═════ Exercise inputs ═════

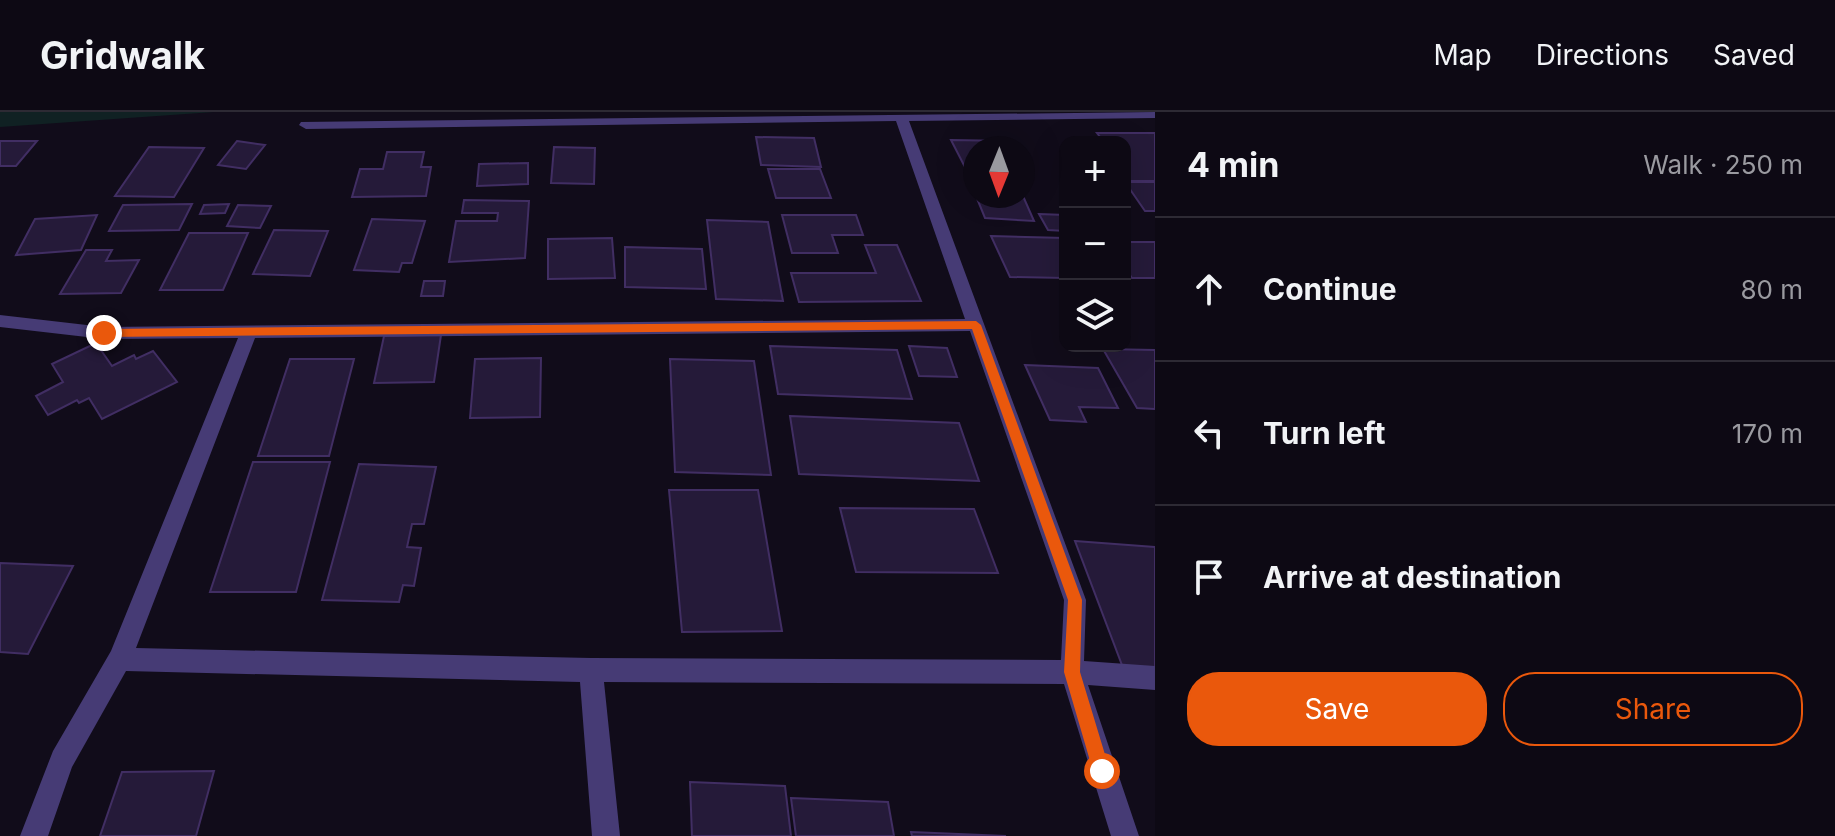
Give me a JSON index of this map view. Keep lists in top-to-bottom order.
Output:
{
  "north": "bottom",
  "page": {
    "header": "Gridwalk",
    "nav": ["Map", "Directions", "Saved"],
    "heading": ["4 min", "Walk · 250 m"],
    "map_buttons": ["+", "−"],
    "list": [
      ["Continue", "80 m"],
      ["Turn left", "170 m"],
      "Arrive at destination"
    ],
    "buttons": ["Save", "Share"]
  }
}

═════

Brief »
The reply should hold every record, unchanged, and no pictures.

Written answer »
Give me a JSON index of this map view. Keep lists in top-to-bottom order.
Output:
{
  "north": "bottom",
  "page": {
    "header": "Gridwalk",
    "nav": ["Map", "Directions", "Saved"],
    "heading": ["4 min", "Walk · 250 m"],
    "map_buttons": ["+", "−"],
    "list": [
      ["Continue", "80 m"],
      ["Turn left", "170 m"],
      "Arrive at destination"
    ],
    "buttons": ["Save", "Share"]
  }
}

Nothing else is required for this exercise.